Newton’s Principia published
Isaac Newton’s Philosophiæ Naturalis Principia Mathematica (from Latin: Mathematical Principles of Natural Philosophy) was published by the Royal Society on 5 July 1687.
The Principia, expounding Newton’s laws of motion and his law of universal gravitation, forms the foundation of classical mechanics and is one of the most important works in the history of science. It was described by Albert Einstein as “perhaps the greatest intellectual stride that has ever been granted to any man to make”. In 2016 a first edition of the Principia went for $US3.7 million at auction.
William Rankine
William John Macquorn Rankine was a Scottish engineer and physicist born on this day in 1820.

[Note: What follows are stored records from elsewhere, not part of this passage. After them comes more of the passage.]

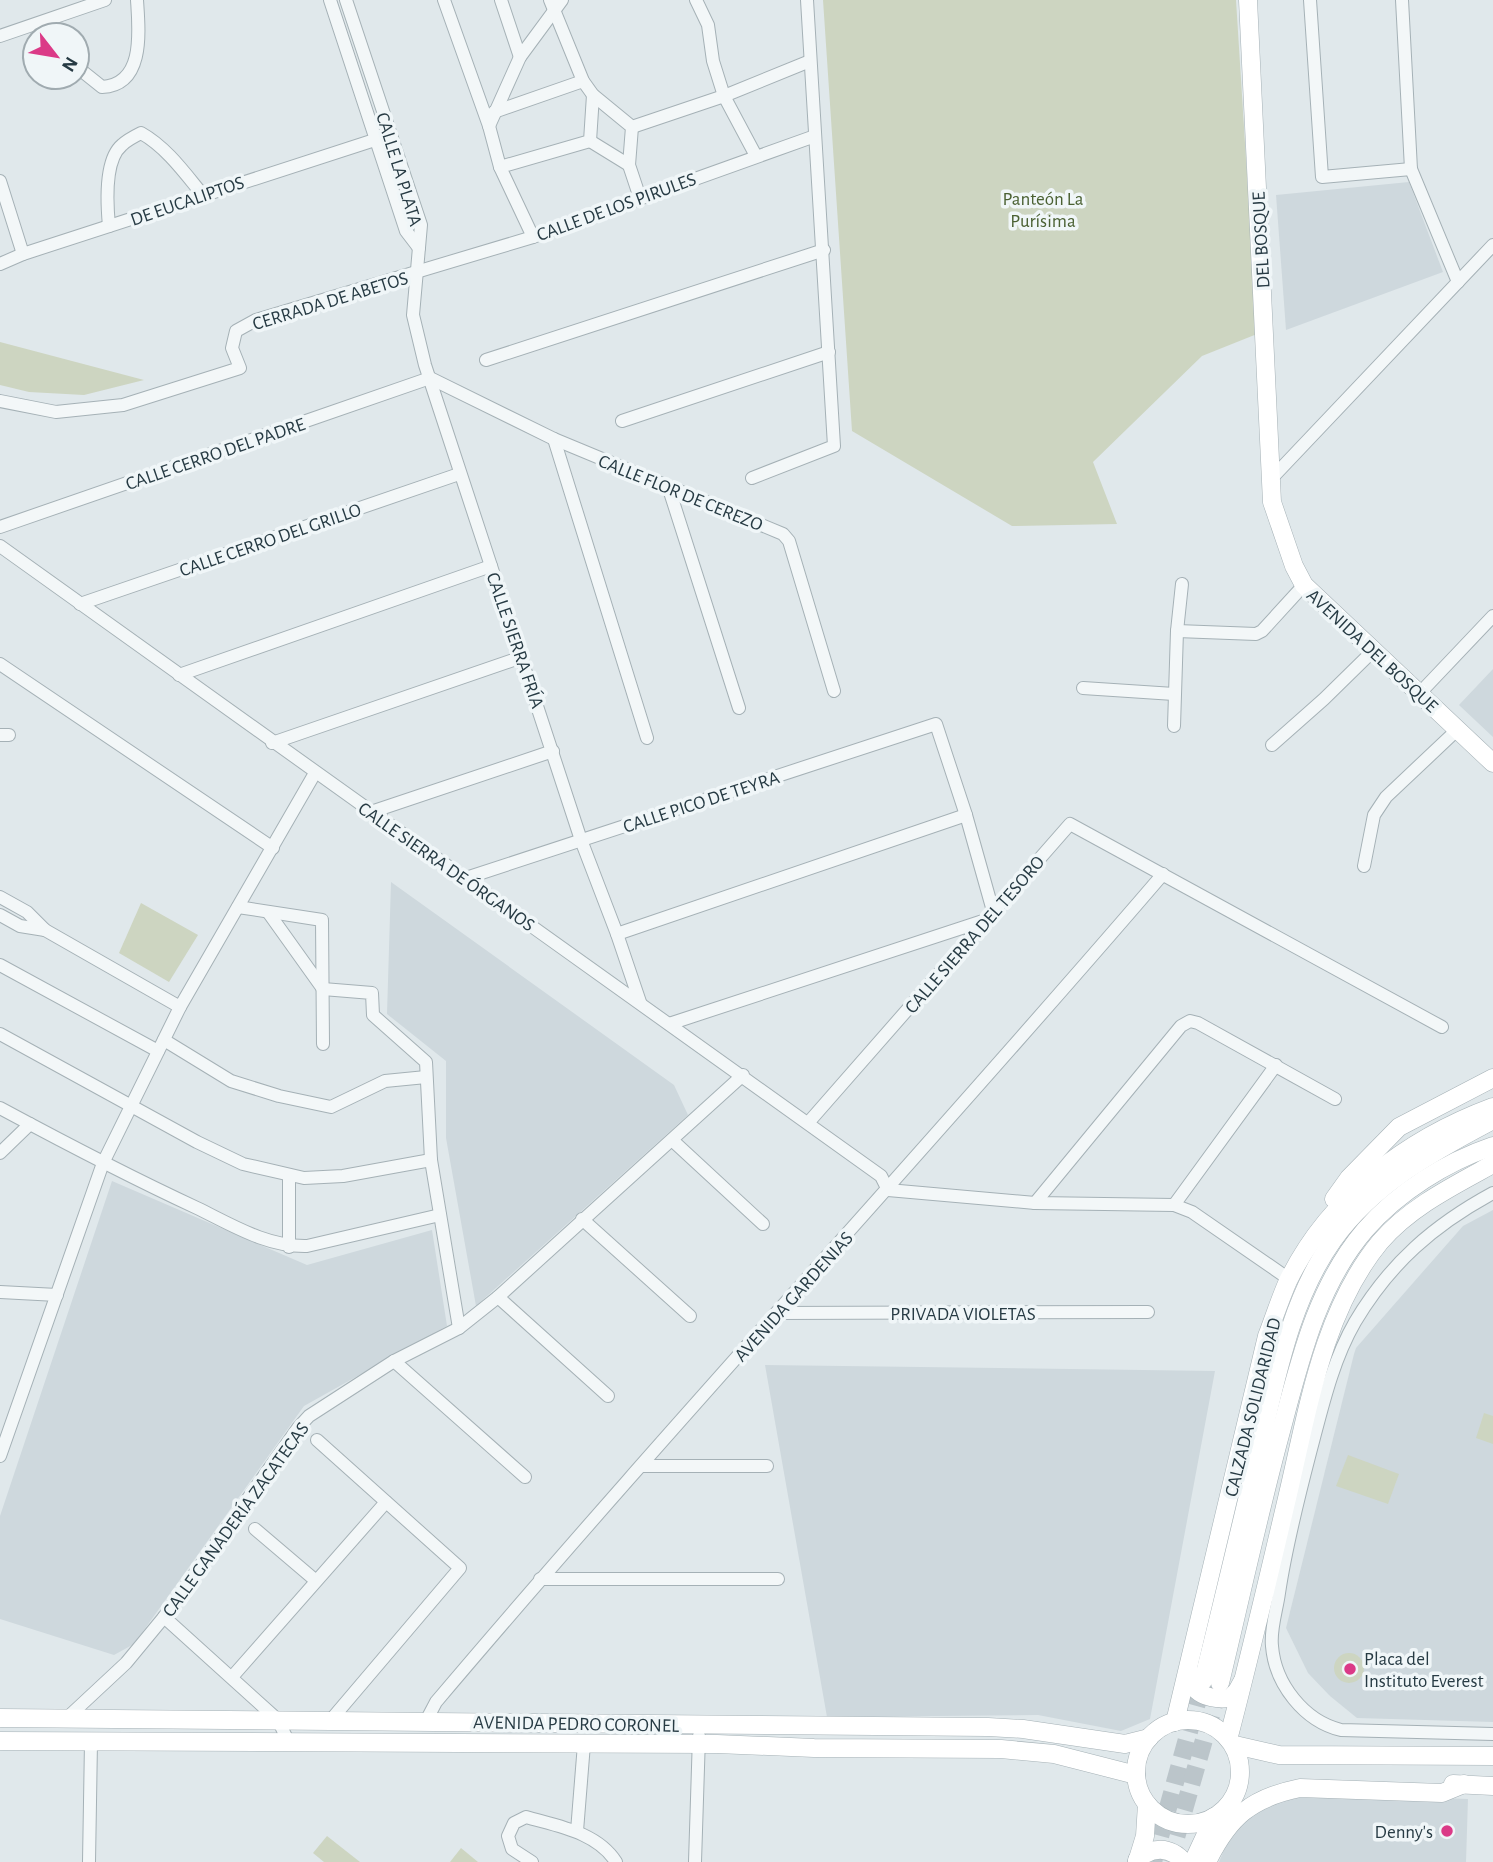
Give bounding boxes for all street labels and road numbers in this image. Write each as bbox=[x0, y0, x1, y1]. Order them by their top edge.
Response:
street label: CALLE LA PLATA bbox=[372, 110, 425, 229]
street label: CALLE DE LOS PIRULES bbox=[534, 170, 699, 245]
street label: DE EUCALIPTOS bbox=[128, 173, 247, 230]
street label: DEL BOSQUE bbox=[1249, 191, 1274, 289]
street label: CERRADA DE ABETOS bbox=[250, 269, 411, 334]
street label: CALLE CERRO DEL PADRE bbox=[123, 415, 308, 494]
street label: CALLE FLOR DE CEREZO bbox=[595, 452, 765, 535]
street label: CALLE CERRO DEL GRILLO bbox=[177, 500, 364, 580]
street label: CALLE SIERRA FRÍA bbox=[482, 569, 549, 711]
street label: AVENIDA DEL BOSQUE bbox=[1303, 586, 1441, 717]
street label: CALLE PICO DE TEYRA bbox=[621, 768, 782, 837]
street label: CALLE SIERRA DE ÓRGANOS bbox=[354, 797, 539, 935]
street label: CALLE SIERRA DEL TESORO bbox=[902, 853, 1048, 1017]
street label: AVENIDA GARDENIAS bbox=[731, 1229, 857, 1365]
street label: PRIVADA VIOLETAS bbox=[890, 1305, 1036, 1324]
street label: CALZADA SOLIDARIDAD bbox=[1222, 1316, 1285, 1499]
street label: CALLE GANADERÍA ZACATECAS bbox=[158, 1418, 313, 1621]
street label: AVENIDA PEDRO CORONEL bbox=[473, 1713, 679, 1736]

He was one of the founders of the science of thermodynamics, particularly in the area of steam-engine theory. With the railways always front of mind, Rankine developed methods to solve the force distribution in frame structures and worked on fatigue in the metal of railway axles.
In 1841, while surveying on the Dublin and Drogheda Railway, he invented a technique, later known as Rankine’s method, for laying out circular curves. This technique, one of the first to be based on the use of the theodolite, was more accurate and faster to use than any other then available.
George de Hevesy
George de Hevesy was a Hungarian-Danish-Swedish chemist specialising in inorganic chemistry and nuclear chemistry. He was awarded the 1943 Nobel Prize in Chemistry “for his work on the use of isotopes as tracers in the study of chemical processes.” This has been important for work on the metabolism of animals.

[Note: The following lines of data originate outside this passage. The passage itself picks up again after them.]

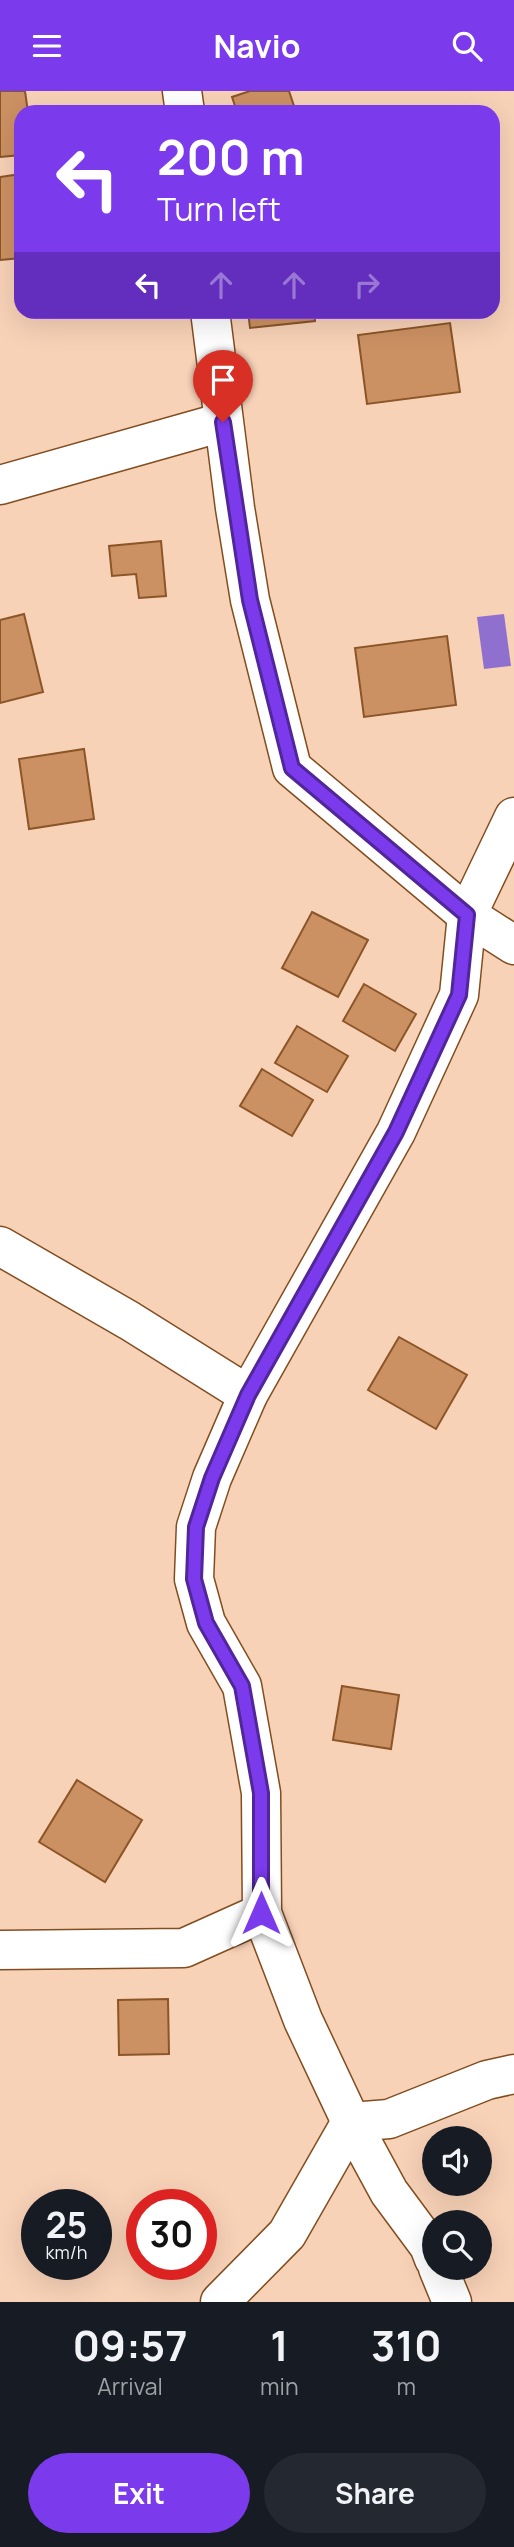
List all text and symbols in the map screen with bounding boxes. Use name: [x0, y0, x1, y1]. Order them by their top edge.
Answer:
text: Navio: [213, 24, 301, 68]
icon: menu: [28, 27, 66, 65]
icon: search: [448, 27, 486, 65]
text: 200 m: [157, 123, 305, 190]
icon: left: [42, 133, 133, 224]
text: Turn left: [157, 187, 281, 231]
icon: left: [129, 266, 167, 304]
icon: ahead: [202, 266, 240, 304]
icon: ahead: [275, 266, 313, 304]
icon: right: [348, 266, 386, 304]
pin: [193, 350, 253, 422]
icon: arrive: [204, 361, 242, 399]
position arrow: [224, 1876, 298, 1950]
map controls: [422, 2126, 492, 2280]
button: sound: [422, 2126, 492, 2196]
speed limit sign: 30: [126, 2189, 217, 2280]
text: 25: [46, 2201, 87, 2249]
button: search: [422, 2210, 492, 2280]
text: km/h: [46, 2240, 87, 2264]
text: 09:57: [72, 2316, 188, 2374]
text: 1: [270, 2316, 289, 2374]
text: 310: [371, 2316, 442, 2374]
text: Arrival: [97, 2370, 163, 2402]
text: min: [260, 2370, 299, 2402]
text: m: [397, 2370, 416, 2402]
button: Exit: [28, 2453, 250, 2533]
button: Share: [264, 2453, 486, 2533]

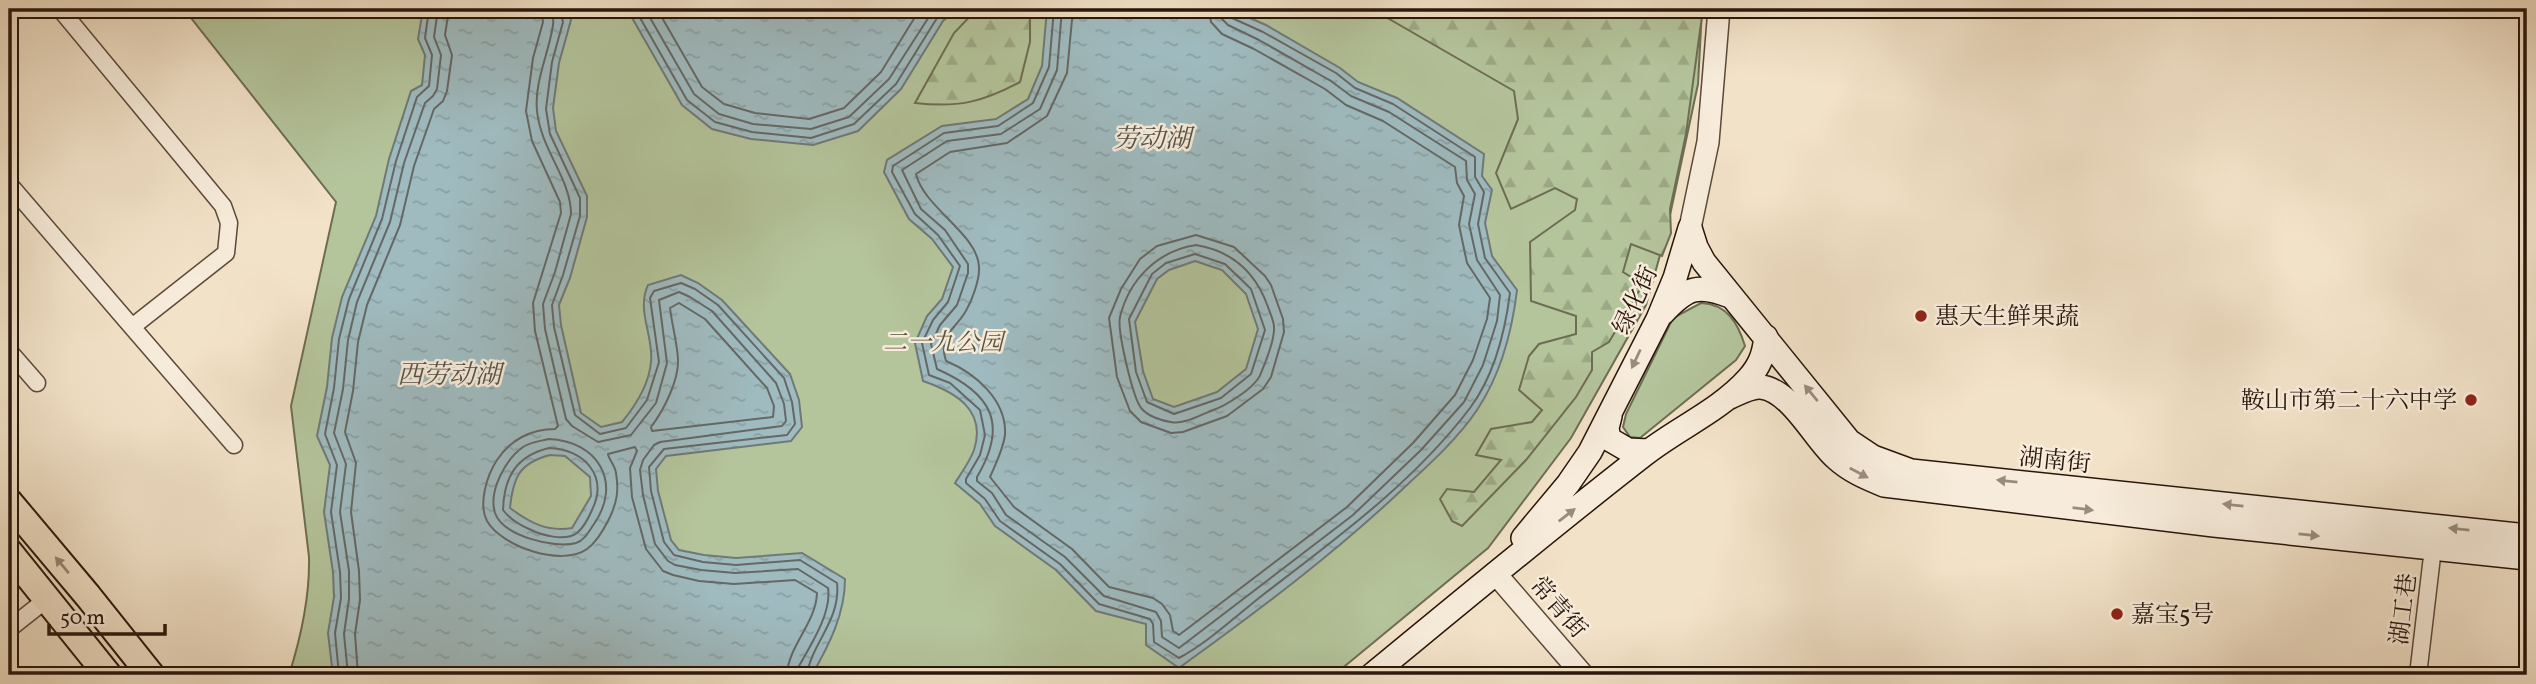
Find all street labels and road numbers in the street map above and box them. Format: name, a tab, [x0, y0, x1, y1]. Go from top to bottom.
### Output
street label: 绿化街	[1606, 261, 1667, 341]
street label: 湖南街	[2017, 441, 2092, 483]
street label: 常青街	[1521, 570, 1594, 647]
street label: 湖工巷	[2384, 571, 2426, 647]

de Hevesy was awarded the 1943 Nobel Prize in Chemistry “for his work on the use of isotopes as tracers in the study of chemical processes.”
Together with Dutch physicist Dirk Coster, de Hevesy also discovered the element hafnium in 1923.
He died on this day in 1966 aged 80.
Dolly the sheep
On 5 July 1996, Dolly, a female Finnish Dorset sheep, became the first mammal cloned from an adult somatic cell.
The cloning took place at the Roslin Institute in Scotland, using the process of nuclear transfer from a cell taken from a mammary gland. Her birth proved that a cloned organism could be produced from a mature cell taken from a specific body part.
The egg cell reprogrammed the donated DNA contained within its new nucleus, and Dolly was the result. The manipulation was done using microscopic needles – a method pioneered in human fertility treatments – and the embryo was implanted into the womb of a third, surrogate sheep.
The key legacy of Dolly has been in advances into stem cell research. The process allowed researchers to understand how ordinary cells could be reprogrammed to induced pluripotent stem cells, which can be grown into any tissue.